Nursing Diagnoses and Interventions

Finally, Wilkinson & Ahern (2009) stress that nurses provide their actions using the Nursing Health care Systematization, which consists in to evaluate the afflicted client's conditions and also to implement actions to revive his/her normal conditions of lifestyle. Indeed, Mrs. S' medical diagnoses and interventions could be applied, so these actions are described as a follower:

  1. Ineffective Breathing Structure: inspiration and expiration that do not provide sufficient ventilation, which is characterized by increased restlessness, oxygen saturation decreased, and using accessories muscles for deep breathing. Thus, the target is to provide adequate venting pattern.
  1. Interventions:
  1. Keeping superior airway clear, so it can be done utilizing a suction catheter where necessary.
  2. The position of the patient where he/she seems a relieve in dyspnea. Your client has a recurrent stimulating change of position during intercourse, keeping elevation in the headboard, and stimulating deep breathing and coughing.
  3. If necessary, your client can use air therapy, which is conform physician's prescription. It could be proposed by spectacle-type sinus catheter. This catheter must be altered every a day if the existence of secretion. The nurse should monitor humidification the air for oxygen remedy.

2- Inadequate Airway Clearance: client's lack of ability to clear secretions or obstructions from the respiratory system to keep a airway when it's shown, which is characterized by adventitious breath noises, changes in the respiratory rate and rhythm, cyanosis, dyspnea, and absent cough. As a result, the target is to keep or perform a clear airway.

a) Interventions:

i. Teaching your client how to provide enough coughing. It could use specific ways to perform such as tapotement.

ii. Encouraging ambulation, so it helps your client to get rid of lung's secretion and facilitate deep breathing.

iii. Encouraging the client does indeed a deeply inhaling and exhaling, coughing, and teaching him/her the value to do this.

iv. Verifying for client's hydration, it must be adequate because dehydration difficult to breath and eliminate airway secretion.
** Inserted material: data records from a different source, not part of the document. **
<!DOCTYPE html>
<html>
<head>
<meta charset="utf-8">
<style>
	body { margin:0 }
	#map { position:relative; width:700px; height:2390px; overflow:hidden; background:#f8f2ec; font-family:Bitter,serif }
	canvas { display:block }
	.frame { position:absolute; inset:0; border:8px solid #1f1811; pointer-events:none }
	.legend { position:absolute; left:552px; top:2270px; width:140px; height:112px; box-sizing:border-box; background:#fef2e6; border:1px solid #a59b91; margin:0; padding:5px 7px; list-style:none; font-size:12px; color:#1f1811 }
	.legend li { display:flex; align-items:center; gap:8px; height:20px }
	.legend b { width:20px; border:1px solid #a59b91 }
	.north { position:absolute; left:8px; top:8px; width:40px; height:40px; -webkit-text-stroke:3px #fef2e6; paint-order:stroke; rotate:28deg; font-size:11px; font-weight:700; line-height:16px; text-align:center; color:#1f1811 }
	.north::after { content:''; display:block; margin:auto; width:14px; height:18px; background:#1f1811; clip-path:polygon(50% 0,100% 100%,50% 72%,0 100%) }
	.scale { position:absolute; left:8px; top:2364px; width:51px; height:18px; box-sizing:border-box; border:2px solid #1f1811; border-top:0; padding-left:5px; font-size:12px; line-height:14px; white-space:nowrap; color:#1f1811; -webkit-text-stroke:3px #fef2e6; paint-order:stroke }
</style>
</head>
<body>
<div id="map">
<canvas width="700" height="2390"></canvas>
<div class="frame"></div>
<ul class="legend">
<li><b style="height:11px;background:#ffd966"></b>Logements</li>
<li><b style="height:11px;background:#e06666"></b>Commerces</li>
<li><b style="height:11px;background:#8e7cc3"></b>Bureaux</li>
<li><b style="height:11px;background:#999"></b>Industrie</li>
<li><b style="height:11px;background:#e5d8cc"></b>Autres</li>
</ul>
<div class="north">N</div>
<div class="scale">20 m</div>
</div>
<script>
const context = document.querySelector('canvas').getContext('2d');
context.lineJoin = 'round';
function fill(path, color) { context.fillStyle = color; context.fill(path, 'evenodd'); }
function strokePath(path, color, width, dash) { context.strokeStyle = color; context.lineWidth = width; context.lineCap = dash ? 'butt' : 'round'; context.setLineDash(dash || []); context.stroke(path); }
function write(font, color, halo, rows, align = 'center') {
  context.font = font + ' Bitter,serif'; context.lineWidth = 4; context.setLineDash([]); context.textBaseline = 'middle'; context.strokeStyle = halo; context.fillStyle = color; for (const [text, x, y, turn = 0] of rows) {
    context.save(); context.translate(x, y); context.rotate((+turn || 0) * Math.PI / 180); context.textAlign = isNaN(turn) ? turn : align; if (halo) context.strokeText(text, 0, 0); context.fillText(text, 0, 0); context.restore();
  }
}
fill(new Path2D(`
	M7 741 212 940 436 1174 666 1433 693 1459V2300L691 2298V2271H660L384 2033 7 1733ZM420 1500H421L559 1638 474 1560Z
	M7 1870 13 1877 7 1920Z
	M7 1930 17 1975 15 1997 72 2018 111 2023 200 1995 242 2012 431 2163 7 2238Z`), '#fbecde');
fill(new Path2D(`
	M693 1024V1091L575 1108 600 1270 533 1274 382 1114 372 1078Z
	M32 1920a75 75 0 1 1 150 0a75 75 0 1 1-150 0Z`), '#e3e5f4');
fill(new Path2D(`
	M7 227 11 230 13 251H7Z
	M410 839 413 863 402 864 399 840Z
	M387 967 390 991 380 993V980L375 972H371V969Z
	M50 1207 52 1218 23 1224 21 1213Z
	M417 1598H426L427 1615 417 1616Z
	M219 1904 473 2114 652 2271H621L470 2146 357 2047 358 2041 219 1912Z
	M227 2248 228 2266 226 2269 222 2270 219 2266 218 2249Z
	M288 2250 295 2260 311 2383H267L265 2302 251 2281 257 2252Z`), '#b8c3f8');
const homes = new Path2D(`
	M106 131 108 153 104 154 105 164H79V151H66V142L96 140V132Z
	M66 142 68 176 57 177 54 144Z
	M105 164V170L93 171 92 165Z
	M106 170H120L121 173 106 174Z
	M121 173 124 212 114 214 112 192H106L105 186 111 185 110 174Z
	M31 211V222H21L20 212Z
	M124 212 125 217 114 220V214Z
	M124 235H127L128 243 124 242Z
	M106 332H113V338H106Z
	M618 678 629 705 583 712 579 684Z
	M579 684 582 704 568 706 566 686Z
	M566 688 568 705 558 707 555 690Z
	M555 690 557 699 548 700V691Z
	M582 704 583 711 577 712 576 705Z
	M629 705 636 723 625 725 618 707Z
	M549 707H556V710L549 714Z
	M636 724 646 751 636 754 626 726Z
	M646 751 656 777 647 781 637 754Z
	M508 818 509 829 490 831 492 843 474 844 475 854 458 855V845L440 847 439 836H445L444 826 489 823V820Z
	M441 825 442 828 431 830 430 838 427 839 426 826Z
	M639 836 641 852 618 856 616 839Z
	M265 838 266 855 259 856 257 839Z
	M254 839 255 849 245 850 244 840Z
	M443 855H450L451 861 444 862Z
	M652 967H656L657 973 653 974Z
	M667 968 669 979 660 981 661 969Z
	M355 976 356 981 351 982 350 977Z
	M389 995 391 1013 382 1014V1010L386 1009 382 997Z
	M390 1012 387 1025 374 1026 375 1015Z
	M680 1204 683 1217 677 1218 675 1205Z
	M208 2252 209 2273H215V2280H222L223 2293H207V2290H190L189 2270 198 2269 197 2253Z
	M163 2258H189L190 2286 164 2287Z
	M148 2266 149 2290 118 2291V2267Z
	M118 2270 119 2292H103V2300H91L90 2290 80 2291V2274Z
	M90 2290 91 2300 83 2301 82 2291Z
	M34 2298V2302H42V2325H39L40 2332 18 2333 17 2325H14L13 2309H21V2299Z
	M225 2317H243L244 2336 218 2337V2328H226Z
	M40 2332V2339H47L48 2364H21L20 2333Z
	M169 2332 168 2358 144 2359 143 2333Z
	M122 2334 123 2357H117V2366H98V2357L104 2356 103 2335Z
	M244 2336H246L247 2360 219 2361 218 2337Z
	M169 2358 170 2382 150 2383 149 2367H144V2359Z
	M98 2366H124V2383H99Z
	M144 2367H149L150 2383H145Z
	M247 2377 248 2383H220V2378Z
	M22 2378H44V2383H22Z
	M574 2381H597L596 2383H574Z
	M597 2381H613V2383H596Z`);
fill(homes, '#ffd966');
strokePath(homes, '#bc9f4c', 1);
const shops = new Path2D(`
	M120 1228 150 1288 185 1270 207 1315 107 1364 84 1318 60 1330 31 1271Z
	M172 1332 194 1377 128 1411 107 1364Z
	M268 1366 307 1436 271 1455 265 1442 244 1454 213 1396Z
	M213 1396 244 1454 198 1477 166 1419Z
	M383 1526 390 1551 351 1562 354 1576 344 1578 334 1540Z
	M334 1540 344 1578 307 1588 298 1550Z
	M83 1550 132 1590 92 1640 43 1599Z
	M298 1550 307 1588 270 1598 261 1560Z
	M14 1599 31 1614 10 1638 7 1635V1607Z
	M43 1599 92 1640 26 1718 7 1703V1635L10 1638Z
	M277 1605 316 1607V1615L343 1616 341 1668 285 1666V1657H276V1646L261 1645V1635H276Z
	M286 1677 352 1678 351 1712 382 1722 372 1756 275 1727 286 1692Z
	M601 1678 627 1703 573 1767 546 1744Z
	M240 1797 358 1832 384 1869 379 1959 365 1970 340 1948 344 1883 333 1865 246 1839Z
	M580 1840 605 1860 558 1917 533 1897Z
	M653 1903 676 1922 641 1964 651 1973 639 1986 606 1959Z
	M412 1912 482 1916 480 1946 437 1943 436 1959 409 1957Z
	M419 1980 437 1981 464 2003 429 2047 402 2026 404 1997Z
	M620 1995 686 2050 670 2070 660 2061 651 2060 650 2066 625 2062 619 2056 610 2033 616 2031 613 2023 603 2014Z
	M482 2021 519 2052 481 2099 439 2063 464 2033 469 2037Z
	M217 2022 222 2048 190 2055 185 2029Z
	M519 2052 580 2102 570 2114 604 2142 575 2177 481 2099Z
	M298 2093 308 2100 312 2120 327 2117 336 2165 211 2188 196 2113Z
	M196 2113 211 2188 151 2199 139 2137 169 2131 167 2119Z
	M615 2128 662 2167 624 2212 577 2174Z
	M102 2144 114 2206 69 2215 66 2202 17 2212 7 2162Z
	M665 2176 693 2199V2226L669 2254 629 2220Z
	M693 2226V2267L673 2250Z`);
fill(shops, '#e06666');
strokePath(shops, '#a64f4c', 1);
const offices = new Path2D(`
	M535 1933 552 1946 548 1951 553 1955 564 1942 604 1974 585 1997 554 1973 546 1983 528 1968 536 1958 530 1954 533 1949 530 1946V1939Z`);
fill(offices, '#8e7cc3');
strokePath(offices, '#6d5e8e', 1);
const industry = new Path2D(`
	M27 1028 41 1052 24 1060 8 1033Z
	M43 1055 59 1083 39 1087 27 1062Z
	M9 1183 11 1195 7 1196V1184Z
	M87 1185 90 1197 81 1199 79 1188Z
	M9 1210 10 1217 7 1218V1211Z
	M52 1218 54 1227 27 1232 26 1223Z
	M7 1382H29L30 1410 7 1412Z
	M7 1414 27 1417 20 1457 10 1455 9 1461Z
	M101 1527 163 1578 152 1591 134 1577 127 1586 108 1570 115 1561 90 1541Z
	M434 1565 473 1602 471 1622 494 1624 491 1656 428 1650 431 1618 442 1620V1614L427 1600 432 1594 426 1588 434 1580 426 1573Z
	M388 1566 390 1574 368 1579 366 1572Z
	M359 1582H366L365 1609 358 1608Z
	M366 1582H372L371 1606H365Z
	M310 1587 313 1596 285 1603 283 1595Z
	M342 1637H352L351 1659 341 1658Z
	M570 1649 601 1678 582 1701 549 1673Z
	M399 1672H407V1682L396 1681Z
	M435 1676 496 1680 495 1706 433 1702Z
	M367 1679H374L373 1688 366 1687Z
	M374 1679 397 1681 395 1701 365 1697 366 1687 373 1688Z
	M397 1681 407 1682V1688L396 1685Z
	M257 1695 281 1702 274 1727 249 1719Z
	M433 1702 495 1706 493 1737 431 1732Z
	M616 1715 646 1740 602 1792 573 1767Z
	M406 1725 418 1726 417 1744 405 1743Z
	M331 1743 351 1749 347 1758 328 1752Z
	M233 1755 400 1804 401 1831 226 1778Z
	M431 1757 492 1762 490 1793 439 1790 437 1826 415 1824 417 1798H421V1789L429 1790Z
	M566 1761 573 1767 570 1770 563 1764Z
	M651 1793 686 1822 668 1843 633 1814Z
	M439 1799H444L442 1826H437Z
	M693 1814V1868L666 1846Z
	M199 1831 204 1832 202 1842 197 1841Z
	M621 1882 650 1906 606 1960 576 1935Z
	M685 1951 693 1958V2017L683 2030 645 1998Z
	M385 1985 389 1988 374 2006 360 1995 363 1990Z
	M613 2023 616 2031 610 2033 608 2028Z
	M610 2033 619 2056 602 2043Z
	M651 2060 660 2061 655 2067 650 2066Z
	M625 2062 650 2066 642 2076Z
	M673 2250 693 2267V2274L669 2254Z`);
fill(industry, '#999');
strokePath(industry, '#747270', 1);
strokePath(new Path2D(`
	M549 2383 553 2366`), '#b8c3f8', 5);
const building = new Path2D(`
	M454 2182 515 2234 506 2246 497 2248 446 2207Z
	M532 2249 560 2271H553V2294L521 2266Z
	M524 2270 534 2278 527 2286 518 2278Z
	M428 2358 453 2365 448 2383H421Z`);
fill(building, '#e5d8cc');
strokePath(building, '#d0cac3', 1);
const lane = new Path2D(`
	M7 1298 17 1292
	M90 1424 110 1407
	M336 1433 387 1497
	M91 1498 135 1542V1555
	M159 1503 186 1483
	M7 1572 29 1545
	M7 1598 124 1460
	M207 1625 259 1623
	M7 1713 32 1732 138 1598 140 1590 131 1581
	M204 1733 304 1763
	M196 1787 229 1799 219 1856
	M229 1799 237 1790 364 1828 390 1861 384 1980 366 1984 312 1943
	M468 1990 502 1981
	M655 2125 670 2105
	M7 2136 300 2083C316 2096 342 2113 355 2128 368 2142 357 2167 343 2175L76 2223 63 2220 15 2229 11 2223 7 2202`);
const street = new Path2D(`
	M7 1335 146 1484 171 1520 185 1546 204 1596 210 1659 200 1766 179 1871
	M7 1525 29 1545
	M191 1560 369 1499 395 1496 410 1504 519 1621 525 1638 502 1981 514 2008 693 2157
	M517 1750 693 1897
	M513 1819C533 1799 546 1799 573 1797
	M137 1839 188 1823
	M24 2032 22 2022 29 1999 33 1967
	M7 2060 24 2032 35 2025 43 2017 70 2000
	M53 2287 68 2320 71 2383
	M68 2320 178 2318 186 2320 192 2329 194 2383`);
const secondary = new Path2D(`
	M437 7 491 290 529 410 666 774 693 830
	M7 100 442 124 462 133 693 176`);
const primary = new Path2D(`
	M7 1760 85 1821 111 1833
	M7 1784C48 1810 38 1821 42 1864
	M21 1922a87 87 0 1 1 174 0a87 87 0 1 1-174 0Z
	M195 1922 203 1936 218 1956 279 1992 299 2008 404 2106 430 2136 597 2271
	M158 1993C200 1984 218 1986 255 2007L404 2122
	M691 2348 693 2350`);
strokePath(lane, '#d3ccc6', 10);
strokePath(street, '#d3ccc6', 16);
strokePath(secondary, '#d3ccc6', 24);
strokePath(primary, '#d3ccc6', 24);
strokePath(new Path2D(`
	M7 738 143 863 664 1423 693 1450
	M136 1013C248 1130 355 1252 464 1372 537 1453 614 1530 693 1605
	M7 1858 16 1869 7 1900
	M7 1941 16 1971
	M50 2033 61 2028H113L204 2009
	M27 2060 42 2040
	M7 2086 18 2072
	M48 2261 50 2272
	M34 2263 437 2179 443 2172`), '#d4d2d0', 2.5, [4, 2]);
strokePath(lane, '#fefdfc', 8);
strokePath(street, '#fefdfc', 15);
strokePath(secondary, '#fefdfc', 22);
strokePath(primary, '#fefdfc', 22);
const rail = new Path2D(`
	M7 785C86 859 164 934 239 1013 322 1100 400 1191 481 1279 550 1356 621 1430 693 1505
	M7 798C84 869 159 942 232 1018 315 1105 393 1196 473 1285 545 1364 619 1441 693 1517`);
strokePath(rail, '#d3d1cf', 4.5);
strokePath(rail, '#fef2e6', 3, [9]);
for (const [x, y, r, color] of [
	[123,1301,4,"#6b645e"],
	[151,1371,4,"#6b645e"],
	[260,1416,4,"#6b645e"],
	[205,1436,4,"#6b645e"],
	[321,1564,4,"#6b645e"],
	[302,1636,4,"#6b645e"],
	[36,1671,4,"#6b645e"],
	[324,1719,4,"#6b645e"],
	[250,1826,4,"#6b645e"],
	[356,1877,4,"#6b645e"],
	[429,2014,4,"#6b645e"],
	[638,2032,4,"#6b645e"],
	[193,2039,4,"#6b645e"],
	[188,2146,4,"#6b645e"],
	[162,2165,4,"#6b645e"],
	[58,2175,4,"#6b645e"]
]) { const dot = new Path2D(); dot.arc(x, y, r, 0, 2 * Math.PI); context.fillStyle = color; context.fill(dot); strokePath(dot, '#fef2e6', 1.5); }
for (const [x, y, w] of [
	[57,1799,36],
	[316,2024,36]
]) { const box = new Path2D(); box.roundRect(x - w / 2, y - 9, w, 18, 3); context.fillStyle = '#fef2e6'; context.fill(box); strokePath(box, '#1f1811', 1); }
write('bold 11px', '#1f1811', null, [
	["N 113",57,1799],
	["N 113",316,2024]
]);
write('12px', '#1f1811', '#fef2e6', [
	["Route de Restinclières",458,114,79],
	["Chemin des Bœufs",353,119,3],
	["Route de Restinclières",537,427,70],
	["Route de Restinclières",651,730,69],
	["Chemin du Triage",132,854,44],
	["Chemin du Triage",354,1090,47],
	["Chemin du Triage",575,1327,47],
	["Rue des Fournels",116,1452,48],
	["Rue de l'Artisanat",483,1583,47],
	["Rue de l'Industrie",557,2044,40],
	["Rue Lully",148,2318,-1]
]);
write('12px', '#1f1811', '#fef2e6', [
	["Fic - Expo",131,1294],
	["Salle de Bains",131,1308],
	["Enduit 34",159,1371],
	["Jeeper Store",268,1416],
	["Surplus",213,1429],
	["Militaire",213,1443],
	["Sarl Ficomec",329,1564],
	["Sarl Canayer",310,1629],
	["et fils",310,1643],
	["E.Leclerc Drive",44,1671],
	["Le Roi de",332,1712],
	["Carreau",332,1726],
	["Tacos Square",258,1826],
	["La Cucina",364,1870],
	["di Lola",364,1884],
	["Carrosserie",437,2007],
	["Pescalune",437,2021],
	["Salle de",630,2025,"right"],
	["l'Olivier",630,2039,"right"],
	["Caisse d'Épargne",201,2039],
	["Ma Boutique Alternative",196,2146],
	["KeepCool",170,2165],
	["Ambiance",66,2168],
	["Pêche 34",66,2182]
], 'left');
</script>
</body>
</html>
3- Risk for Contamination: it relates to increased environmental and pathogens exposition, intrusive steps, and a deficit in knowledge to avoid pathogen's exposition. Therefore, the target is to prevent hospital infections or sepsis.

a) Interventions:

i. The nurse should screen and look for local and systemic signs or symptoms of infection.

ii. Providing sufficient hydric and nutritional ingest. The nurse can stimulate the client to keep enough alimentary ingest, orient the client and his/her family about the need of sufficiently ingest of fibers, vitamins, protein, and normal water.

iii. The nurse must instruct the client and his/her family about signs and symptoms of infection, so they can visit a health professional, who will examine it.

The discharge plan and education about health behaviors must be presented and constructed through the hospitalization with the client and his/her family, so that it will provide adequate management and quality of the life span for your client (Ackley & Ladwig, 2014).

In short, in the following paper was explained Mrs. S's historical and physical exam, her physiopathology, her exams and medicaments, and nursing diagnoses and interventions about COPD and pneumonia once both diseases were shown by Mrs. S. Besides these procedures, nurses provide their diagnoses and interventions in the heath intend to care and provide promotion and avoidance for your client, who was identified as having pulmonary disease. Nurses must continue steadily to implement their medical diagnoses and interventions with doing research because it is important for the health care system to boost quality of recovery and life for clients and their family.